Mas um clube perder por três anos seguidos o mesmo título para o mesmo time em condições sempre mais ou menos semelhantes é algo que, com ouço dizer desde antes de nascer, “só acontece com o Botafogo”. Conversava com um amigo botafoguense que me expôs o problema em termos mais pragmáticos e animadores: de três títulos disputados este ano o Botafogo ganhou um, a Taça Guanabara. Perdeu a Taça Rio e a final do Campeonato Carioca. O argumento mascara, porém, exatamente o que desespera os botafoguenses da linha mística, a saber, a maioria: “De novo?”

Essa repetição minuciosa é o que nos intriga, assusta e anima. É o que nos faz não propor que o time troque o preto e branco pelo amarelo e azul e o nome para Águas Frias, tomando a espiral como símbolo. Ao menos por sete anos jogaríamos assim, disfarçados e com outro nome. Para driblar o… Não, não vou escrever aquela palavra, não vou, não. Até me dou conta que nunca a escrevi! Sou mesmo botafoguense…

E continuarei sendo… Mas é muito chato ter de se imaginar sócio minoritário da alegria dos flamenguistas, gente que até pelo menos metade da minha vida eu tratei como fregueses (Lembro até hoje da abertura do texto de Antonio Maria Filho sobre o jogo em que o Flamengo deixou de ser nosso freguês: “Botafogo perde o último patrimônio”).

Agora somos nós os fregueses – ou melhor, sócios minoritários. Porque, como eu disse, tome a escalação dos dois times e veja se não parece reunião de diretoria: Fábio Luciano, Ronaldo Angelim, Léo Moura, Erick Flores, Leandro Guerreiro, Léo Silva, Túlio Souza, Victor Simões.

Parece brincadeira, não? Eu sou do tempo que jogador não tinha nome, tinha apelido. Claro, havia exceções magníficas: Nilton Santos. Djalma Santos. Ou seja, só aos santos era permitido ter nome composto. Agora é essa farra. A gente lê a escalação e até parece que o futebol passou a ser jogado com 15 ou 20 jogadores em campo.

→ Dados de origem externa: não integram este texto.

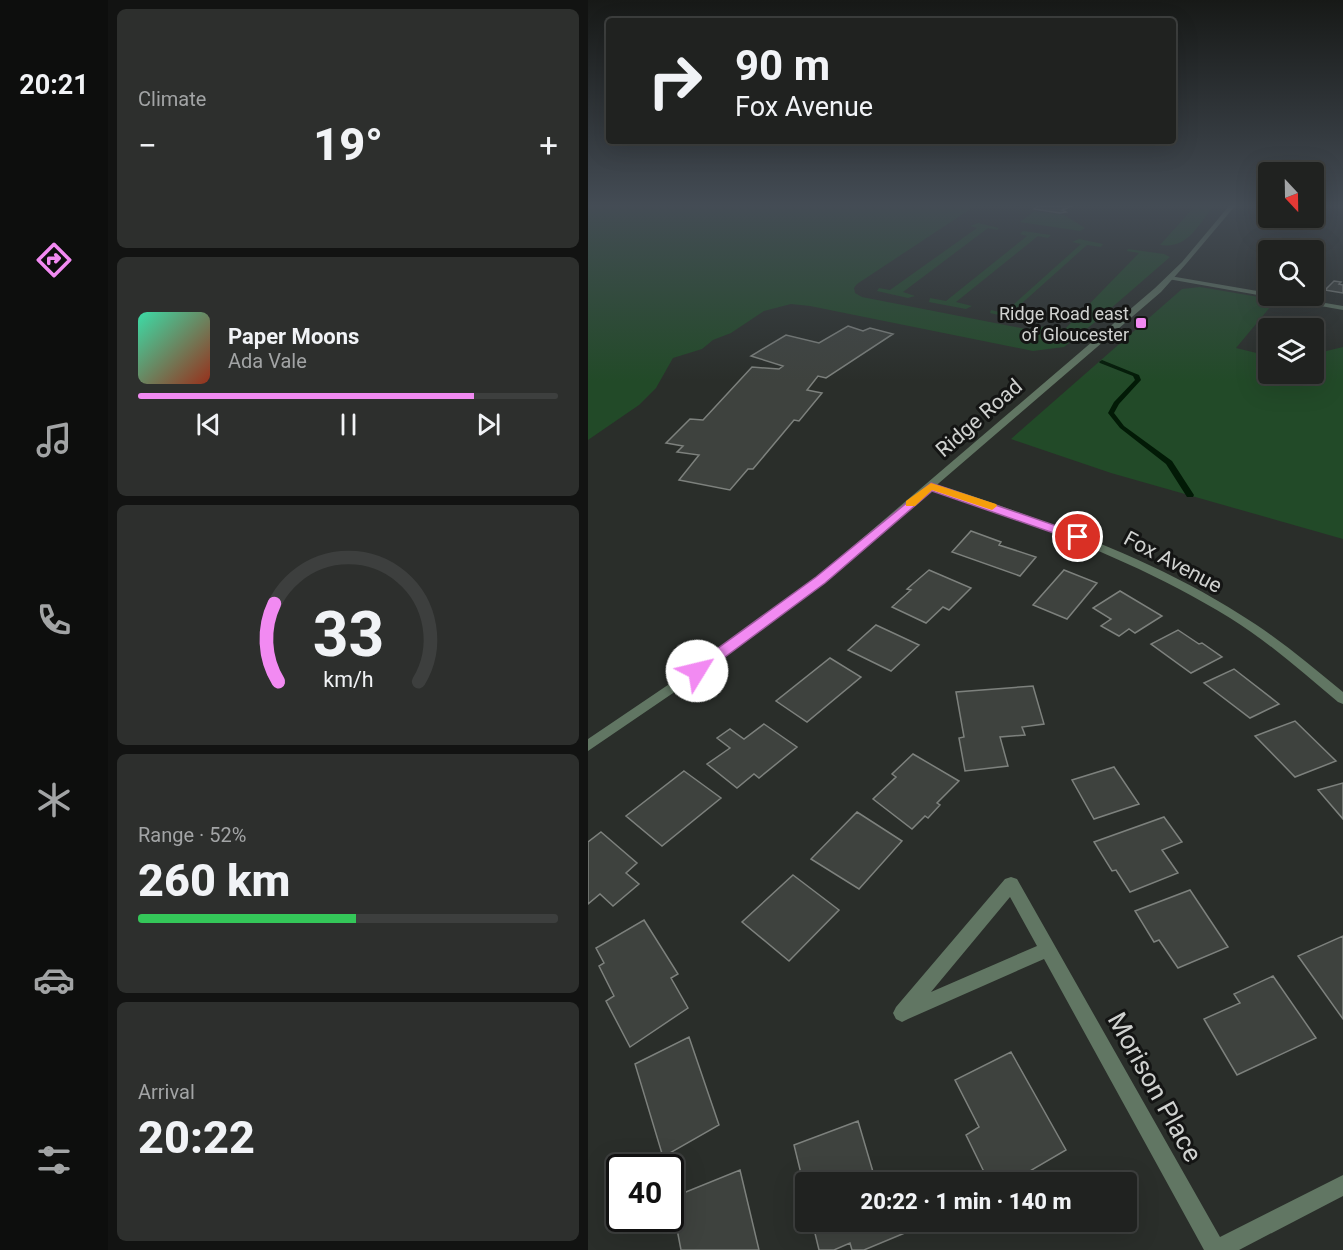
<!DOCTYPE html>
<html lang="en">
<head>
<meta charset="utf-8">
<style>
	:root { --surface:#202220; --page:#2d2f2d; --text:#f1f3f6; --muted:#a2a4a5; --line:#3d3f3e; --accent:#f28af2 }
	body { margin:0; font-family:Roboto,sans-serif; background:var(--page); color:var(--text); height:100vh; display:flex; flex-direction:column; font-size:22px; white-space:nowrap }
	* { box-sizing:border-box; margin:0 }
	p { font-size:20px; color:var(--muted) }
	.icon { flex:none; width:33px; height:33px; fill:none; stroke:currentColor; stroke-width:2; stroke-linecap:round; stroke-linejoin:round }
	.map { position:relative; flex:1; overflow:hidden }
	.details { display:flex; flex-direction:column; gap:9px; padding:9px; background:#121312; width:480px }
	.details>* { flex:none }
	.top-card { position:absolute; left:18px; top:18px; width:570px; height:126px; border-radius:6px; box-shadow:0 6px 24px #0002,0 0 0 2px var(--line); background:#202220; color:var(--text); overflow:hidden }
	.needle { width:39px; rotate:158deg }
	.buttons { position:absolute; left:670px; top:162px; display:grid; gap:12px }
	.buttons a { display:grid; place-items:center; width:66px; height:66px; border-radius:6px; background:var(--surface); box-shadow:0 6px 24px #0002,0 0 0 2px var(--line); font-size:30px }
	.speed { position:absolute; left:18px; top:1154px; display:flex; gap:12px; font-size:30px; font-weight:700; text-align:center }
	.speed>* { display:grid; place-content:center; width:78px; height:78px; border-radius:50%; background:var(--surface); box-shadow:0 6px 24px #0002,0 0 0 2px var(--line); line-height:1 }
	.speed .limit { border:3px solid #111; border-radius:9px; background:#fff; color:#111 }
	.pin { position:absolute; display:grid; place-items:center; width:51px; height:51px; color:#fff; margin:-26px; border:3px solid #fff; border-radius:50%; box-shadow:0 2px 6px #0007 }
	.me { position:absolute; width:66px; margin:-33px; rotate:54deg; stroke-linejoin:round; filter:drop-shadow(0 0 4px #0008) }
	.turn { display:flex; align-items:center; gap:21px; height:126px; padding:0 30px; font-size:27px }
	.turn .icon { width:78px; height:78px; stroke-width:2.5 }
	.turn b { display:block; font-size:42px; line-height:51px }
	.big { font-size:45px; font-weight:800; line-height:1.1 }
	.details .widget { flex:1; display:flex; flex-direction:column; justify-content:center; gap:9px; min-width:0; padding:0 21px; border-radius:9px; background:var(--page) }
	.details .dial { align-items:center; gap:0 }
	.dial svg { height:156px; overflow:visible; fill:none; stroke:var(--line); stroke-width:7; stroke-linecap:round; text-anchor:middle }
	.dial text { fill:var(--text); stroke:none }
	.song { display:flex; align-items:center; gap:18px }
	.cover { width:72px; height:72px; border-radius:9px; background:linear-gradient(135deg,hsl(160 70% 55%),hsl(10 70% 35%)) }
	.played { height:6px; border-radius:3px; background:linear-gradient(90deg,var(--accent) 80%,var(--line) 80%) }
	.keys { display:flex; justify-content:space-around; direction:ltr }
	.heat { display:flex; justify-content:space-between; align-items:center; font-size:33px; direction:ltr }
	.charge { height:9px; border-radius:4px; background:linear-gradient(90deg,#34c759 52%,var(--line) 0) }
	.trip { position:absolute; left:207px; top:1172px; width:342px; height:60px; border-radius:6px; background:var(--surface); box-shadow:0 6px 24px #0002,0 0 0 2px var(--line); font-weight:800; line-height:60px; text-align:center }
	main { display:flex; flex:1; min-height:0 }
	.tabs { display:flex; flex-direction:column; width:108px; justify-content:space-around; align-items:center; background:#0d0e0d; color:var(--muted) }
	.tabs .icon { width:42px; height:42px }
	.tabs .current { color:var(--accent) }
	.tabs b { font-size:27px; color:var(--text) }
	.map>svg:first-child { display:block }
	.green { fill:#224a28 }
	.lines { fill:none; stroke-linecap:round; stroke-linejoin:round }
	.stream { fill:#021a06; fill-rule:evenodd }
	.building { fill:#3e423e; stroke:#7d817d; stroke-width:1.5 }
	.minor { fill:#617663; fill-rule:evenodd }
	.tertiary { fill:#617663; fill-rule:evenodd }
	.route { fill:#f28af2; stroke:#9d5a9d; stroke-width:1.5 }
	.slow { fill:#f59e0b }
	.poi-dot { fill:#f28af2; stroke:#141514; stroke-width:2 }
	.labels { text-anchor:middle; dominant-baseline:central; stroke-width:6; stroke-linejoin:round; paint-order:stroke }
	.far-poi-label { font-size:18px; fill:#d0d2d0; stroke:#141514; text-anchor:end }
	.street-label { font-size:21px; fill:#d0d2d0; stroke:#141514 }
	.near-street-label { font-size:26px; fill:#d0d2d0; stroke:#141514 }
</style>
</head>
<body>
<main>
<nav class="tabs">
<b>20:21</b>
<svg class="icon current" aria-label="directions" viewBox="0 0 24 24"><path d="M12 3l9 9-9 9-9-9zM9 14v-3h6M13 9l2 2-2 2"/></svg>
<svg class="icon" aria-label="music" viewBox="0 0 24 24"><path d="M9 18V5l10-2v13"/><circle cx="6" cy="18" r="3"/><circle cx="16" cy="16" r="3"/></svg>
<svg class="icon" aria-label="phone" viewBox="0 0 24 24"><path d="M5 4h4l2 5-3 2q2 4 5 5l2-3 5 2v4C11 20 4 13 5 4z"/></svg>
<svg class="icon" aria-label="climate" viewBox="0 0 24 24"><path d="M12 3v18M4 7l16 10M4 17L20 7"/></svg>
<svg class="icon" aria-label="car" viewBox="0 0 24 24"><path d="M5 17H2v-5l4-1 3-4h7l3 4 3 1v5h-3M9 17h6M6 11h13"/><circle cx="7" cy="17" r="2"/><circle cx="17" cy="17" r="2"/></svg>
<svg class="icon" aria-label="filters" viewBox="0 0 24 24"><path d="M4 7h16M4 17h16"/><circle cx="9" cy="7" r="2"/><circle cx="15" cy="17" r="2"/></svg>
</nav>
<section class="details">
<div class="widget"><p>Climate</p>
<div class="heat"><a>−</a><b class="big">19°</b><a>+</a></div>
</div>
<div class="widget">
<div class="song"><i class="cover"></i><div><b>Paper Moons</b><p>Ada Vale</p></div></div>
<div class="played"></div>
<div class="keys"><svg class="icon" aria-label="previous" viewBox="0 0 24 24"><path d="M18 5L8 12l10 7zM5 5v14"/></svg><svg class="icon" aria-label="pause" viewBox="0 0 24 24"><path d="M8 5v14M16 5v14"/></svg><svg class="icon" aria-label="next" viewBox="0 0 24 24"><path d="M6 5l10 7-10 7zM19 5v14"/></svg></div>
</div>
<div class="widget dial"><svg viewBox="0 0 100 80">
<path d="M14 69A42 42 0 1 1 86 69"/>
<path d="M14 69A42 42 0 0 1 12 29" stroke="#f28af2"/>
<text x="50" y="56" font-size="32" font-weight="700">33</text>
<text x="50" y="72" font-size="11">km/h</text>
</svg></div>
<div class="widget"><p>Range · 52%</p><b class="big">260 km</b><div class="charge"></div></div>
<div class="widget"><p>Arrival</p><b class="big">20:22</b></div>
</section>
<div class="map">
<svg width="755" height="1250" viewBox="0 0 755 1250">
	<rect width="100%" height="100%" fill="#2a2e2a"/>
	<!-- green -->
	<path class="green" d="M 0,206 L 387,206 L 269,284 L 266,288 L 267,293 L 274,297 L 438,329 L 461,326 L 477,329 L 551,253 L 539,251 L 540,249 L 576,254 L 582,257 L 521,310 L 512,310 L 510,314 L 516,315 L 476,347 L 445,351 L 222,306 L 203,304 L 176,311 L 143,333 L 125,340 L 114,349 L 85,358 L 68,388 L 51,405 L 0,440 Z
		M 607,206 L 626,206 C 608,227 600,249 572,245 Z
		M 446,211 L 476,215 L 497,228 L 492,231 L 432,222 Z
		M 390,223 L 411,228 L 409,230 L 400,228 L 315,292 L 327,296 L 320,298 L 289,291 L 291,288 L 302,290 L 389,228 L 382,226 Z
		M 435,231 L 463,235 L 460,238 L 450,236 L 368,302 L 384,306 L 378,309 L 341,302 L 342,298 L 358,301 L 439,236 L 432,234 Z
		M 491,239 L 515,244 L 513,247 L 499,245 L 422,314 L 443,318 L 437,321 L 402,313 L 403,310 L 416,313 L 493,244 L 484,242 Z
		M 612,287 L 688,300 L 648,348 L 681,356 L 681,374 L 726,374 L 726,354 L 755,347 L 755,539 L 523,473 L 423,439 L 594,289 Z"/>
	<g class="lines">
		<!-- stream -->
		<path class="stream" d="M 514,360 L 551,375 L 553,380 L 531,404 L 526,413 L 536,426 L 584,461 L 606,495 L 605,497 L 599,497 L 578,464 L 532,428 L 520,413 L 526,402 L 547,380 L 545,376 L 512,363 L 511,362 Z"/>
	</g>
	<!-- building -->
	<path class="building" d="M 450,206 L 484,206 L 474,210 L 478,212 L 472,213 L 446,209 Z
		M 746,281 L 753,282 L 751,284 L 755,285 L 755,293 L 737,290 Z
		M 260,326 L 275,331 L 282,328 L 305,334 L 238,378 L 230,376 L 219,390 L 234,393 L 211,421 L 206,420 L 165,469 L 160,469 L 142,490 L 91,480 L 111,455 L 89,452 L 95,446 L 78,443 L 102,419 L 115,420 L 164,367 L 191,369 L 195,366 L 163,356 L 198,335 L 231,343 Z
		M 383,531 L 413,542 L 411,545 L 448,557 L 432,576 L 364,552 Z
		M 341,570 L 383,588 L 361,610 L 355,607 L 338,623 L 304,607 L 323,590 L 319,589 Z
		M 476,570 L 509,583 L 479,619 L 445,605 Z
		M 532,591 L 574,616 L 547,633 L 541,629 L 531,636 L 513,626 L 523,619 L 505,608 Z
		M 288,625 L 331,645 L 303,671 L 260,650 Z
		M 590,630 L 611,644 L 614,643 L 634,657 L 603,673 L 563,644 Z
		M 242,658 L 273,677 L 219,722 L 188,701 Z
		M 646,669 L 691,704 L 662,718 L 616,683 Z
		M 445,686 L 456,724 L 434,727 L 437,735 L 412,737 L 420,766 L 377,771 L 371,738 L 376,737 L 368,692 Z
		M 707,721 L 748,761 L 707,777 L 667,736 Z
		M 176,724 L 209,747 L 171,778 L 166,774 L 149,788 L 119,764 L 142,748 L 129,738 L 142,729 L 156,739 Z
		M 325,754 L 371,781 L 349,803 L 352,805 L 340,818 L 337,816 L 324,829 L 285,799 L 308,777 L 304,774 Z
		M 526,767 L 551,804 L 506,819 L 484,780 Z
		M 96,771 L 133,798 L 74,846 L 38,816 Z
		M 755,783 L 755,819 L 730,790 Z
		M 269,812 L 314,841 L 271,889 L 223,859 Z
		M 576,817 L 594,842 L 574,850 L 590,873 L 542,892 L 528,870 L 524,871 L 506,842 Z
		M 13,832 L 49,863 L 38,873 L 51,884 L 25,906 L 12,894 L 0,904 L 0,842 Z
		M 205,875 L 251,910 L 201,961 L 154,922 Z
		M 602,890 L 640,947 L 590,968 L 571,940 L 566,942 L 547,911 Z
		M 56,920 L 90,974 L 83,978 L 100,1008 L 42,1047 L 18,1001 L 26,996 L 11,966 L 16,963 L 8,948 Z
		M 755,936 L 755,1019 L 710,956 Z
		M 685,976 L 728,1038 L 649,1075 L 616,1019 L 652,1003 L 646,994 Z
		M 101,1037 L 131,1125 L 75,1157 L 47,1064 Z
		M 423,1052 L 478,1150 L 423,1182 L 401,1182 L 378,1135 L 391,1127 L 367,1080 Z
		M 270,1121 L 288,1182 L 218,1182 L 218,1194 L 206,1145 Z
		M 152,1170 L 171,1250 L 93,1250 L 83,1198 Z
		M 319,1173 L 322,1182 L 294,1182 Z
		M 224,1221 L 335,1221 L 336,1225 L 276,1250 L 264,1250 L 262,1243 L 246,1250 L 231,1250 Z"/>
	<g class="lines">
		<!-- minor -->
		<path class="minor" d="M 582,276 L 681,293 L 681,296 L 696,296 L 755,306 L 755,310 L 580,279 L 580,277 Z
			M 343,483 C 375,492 407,504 438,515 C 512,542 586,572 653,615 C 689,637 722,665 755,692 L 755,704 L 750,702 C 715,673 681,642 642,618 C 548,560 444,523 339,488 L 339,484 Z
			M 423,877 L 429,879 L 632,1237 L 755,1175 L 755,1196 L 651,1250 L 616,1250 L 456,959 L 320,1019 L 314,1022 L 308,1019 L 305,1013 L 308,1007 L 417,879 ZM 422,897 L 449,946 L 343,992 Z"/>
		<!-- tertiary -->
		<path class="tertiary" d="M 641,206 L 647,206 L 598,264 L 573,292 L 236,582 L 113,674 L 0,751 L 0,739 L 105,668 L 228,578 L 567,288 L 594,262 Z"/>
	</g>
	<!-- sky -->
	<linearGradient id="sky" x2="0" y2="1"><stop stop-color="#171917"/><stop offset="0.54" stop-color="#444c55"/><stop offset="1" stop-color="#444c55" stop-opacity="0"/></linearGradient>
	<rect width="755" height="381" fill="url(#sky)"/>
	<!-- route -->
	<path class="route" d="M 343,483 L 495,535 L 496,537 L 490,541 L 486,540 L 344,491 L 237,583 L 114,674 L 104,674 L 101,671 L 104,667 L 228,577 Z"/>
	<!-- slow -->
	<path class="slow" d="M 343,483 L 408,504 L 409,506 L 404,510 L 344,490 L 327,506 L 318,506 L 318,501 Z"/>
	<!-- markers -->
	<rect class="poi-dot" x="547" y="317" width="12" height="12" rx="3"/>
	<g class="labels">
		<!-- far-poi labels -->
		<g class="far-poi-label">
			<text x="541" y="313">Ridge Road east<tspan x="541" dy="21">of Gloucester</tspan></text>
		</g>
		<!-- street labels -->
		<g class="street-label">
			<text transform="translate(391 418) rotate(-41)">Ridge Road</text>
			<text transform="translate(585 562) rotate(28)">Fox Avenue</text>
		</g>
		<!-- near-street labels -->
		<g class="near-street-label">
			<text transform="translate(567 1087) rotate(61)">Morison Place</text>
		</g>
	</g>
</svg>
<div class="buttons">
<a><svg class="needle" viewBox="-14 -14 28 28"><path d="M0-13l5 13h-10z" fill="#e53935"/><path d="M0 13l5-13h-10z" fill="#a2a4a5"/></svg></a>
<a><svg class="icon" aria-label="search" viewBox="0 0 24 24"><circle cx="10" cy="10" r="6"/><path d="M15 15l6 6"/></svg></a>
<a><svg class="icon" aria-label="layers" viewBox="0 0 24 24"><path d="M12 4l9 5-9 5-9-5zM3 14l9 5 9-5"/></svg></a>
</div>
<div class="speed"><div class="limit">40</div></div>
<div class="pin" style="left:490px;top:537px;background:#d93025"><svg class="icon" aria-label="arrive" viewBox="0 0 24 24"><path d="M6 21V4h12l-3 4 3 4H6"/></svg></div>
<svg class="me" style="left:109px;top:671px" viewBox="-20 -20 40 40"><circle r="19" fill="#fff"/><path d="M0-13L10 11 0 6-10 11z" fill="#f28af2"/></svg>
<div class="trip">20:22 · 1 min · 140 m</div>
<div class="top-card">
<div class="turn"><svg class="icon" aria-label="right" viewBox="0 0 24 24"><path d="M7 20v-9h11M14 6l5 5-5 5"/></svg><div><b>90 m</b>Fox Avenue</div></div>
</div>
</div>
</main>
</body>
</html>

Ao mesmo tempo, não há mais time. A cada ano, novos nomes compostos aparecem. Não duvido que breve até o nome das posições mude. Não vai ser mais “meio-campo”, mas Gerente de Distribuição. Lateral esquerdo será chamado de Diretor-Executivo do Setor Norte. A escalação será qualquer coisa assim: Diretor de Planejamento: Fábio Souza. Gerente Executivo: Carlos Moura – e por aí vai.

Enfim, à espera de dias melhores, sigo discretamente Botafogo.

1 Comentário

  1. Sou solidária a você, nós botafoguenses somos de uma tenacidade na escolha da manutenção “em sermos do time”… Me parece herança de família ser Botafogo, a gente é desde criancinha e apesar do que aconteça, prosseguimos Botafogo. Saudações alve-negras, rs.